> **TASK MATERIAL**
★ ★ ★ ★ ★ ★ ★

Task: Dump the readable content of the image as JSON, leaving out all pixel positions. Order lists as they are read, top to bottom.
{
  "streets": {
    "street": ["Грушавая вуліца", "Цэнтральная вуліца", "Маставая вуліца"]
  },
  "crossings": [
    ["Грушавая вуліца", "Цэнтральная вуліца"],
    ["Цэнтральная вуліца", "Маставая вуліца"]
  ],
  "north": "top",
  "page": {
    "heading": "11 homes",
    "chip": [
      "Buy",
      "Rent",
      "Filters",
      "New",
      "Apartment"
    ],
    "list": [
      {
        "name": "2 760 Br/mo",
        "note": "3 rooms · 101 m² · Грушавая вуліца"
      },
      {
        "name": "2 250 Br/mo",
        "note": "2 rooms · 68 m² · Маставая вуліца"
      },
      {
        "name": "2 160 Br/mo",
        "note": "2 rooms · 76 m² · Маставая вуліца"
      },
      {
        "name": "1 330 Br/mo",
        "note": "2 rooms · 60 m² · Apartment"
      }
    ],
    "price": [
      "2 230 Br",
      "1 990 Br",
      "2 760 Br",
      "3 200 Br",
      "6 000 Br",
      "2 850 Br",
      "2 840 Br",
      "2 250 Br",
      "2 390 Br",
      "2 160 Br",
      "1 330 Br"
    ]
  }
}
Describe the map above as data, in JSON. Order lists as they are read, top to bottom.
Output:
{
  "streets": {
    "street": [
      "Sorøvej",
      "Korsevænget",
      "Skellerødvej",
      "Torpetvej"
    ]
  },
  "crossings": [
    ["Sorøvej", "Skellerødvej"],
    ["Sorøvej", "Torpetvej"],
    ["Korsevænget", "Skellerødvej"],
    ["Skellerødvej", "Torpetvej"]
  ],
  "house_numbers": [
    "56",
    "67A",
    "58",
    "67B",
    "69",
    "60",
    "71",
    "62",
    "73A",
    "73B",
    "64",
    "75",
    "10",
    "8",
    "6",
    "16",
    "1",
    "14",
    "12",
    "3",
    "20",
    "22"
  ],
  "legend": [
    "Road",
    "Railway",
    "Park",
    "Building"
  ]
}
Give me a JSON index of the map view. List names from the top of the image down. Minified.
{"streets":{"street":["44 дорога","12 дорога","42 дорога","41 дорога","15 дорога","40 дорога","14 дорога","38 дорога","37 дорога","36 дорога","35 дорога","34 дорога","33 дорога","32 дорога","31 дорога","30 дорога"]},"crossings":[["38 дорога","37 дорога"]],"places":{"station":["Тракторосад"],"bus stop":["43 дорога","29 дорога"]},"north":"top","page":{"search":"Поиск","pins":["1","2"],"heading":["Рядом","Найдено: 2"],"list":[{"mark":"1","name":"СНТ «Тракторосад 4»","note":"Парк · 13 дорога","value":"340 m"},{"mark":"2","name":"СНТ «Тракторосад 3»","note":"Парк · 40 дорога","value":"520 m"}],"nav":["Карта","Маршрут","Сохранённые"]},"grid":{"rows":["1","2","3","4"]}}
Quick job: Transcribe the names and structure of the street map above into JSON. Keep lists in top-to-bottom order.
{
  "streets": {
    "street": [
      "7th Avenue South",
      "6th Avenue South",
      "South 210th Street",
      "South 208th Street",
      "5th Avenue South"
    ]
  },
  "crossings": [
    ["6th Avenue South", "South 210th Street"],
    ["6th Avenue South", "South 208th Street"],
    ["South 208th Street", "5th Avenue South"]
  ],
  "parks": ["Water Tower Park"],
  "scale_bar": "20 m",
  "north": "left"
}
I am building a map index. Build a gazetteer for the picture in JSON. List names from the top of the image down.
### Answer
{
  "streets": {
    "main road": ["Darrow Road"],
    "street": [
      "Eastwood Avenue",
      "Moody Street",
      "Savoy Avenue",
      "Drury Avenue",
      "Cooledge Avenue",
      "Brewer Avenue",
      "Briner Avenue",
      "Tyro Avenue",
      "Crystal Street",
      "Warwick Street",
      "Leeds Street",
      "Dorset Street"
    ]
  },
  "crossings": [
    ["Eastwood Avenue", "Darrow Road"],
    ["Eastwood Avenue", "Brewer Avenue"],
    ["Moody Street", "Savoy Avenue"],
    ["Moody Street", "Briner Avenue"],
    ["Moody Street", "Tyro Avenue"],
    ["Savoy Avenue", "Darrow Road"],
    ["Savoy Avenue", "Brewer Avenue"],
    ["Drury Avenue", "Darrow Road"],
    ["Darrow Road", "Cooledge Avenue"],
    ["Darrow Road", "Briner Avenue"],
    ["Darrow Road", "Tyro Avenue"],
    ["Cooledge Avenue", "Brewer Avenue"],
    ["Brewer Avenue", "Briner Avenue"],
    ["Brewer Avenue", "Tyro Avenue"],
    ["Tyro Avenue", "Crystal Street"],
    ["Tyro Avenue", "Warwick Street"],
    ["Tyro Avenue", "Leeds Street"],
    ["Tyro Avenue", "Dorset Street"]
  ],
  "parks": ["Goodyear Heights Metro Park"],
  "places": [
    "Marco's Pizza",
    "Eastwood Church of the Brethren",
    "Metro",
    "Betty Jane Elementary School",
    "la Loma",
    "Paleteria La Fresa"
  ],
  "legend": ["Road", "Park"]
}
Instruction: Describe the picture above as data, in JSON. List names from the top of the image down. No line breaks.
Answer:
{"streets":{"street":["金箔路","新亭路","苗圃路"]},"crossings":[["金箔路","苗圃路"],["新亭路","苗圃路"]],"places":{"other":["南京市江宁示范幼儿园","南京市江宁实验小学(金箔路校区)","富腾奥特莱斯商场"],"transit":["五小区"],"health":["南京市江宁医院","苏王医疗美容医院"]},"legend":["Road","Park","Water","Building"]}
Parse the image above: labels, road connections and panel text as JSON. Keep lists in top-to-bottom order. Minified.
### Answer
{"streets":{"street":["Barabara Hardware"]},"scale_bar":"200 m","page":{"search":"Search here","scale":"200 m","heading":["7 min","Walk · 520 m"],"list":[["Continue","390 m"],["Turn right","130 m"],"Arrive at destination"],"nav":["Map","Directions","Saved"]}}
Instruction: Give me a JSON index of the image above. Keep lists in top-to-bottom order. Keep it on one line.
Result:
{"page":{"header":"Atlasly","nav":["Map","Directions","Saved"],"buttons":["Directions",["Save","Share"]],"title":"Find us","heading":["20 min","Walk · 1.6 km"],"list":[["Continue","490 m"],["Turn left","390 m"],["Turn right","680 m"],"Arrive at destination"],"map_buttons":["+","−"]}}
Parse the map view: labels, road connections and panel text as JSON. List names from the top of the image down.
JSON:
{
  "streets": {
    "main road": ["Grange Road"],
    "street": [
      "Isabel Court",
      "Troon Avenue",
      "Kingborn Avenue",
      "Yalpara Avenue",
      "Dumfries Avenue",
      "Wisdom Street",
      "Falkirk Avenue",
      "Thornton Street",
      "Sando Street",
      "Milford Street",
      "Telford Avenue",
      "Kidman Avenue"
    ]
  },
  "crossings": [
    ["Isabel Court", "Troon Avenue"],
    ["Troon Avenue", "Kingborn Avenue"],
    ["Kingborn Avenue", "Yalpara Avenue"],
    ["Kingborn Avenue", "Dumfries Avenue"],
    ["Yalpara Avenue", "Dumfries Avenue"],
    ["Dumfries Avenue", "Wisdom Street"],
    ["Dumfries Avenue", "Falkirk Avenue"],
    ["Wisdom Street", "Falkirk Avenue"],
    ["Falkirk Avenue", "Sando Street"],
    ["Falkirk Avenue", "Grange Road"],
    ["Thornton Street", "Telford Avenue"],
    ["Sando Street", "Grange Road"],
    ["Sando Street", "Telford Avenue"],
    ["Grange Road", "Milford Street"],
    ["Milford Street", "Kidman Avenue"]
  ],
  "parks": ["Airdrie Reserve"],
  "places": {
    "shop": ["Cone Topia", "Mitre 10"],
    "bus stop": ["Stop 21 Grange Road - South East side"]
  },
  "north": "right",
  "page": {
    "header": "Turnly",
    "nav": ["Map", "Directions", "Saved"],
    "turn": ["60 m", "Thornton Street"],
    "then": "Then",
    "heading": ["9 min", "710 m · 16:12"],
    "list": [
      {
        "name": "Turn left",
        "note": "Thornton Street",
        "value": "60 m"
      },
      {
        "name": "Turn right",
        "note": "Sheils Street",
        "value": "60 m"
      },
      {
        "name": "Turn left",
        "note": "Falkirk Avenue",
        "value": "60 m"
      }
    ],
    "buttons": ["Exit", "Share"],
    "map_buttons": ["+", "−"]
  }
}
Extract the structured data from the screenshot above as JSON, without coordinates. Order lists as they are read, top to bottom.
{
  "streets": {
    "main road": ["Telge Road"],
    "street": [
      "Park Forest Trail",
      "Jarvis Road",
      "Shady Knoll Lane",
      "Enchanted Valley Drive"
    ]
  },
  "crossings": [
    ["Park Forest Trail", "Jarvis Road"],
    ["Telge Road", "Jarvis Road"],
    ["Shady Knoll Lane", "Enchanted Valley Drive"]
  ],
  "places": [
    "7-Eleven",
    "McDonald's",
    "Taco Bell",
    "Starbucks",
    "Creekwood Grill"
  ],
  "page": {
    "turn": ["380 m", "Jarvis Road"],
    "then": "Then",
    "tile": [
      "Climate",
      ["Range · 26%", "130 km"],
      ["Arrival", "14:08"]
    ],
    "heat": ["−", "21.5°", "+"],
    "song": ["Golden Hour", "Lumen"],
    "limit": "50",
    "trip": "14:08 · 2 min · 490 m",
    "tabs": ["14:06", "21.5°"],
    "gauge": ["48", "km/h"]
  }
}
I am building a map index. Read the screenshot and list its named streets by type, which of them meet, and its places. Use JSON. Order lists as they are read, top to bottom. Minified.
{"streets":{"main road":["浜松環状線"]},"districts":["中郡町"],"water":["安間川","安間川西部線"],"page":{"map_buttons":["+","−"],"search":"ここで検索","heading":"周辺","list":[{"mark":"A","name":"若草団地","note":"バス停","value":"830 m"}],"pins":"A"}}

★ ★ ★ ★ ★ ★ ★

Across all the records above, find each line with "connections" in it and copy it.

> **ANSWER AREA**
Parse the image above: labels, road connections and panel text as JSON. Keep lists in top-to-bottom order. Minified.
Parse the map view: labels, road connections and panel text as JSON. List names from the top of the image down.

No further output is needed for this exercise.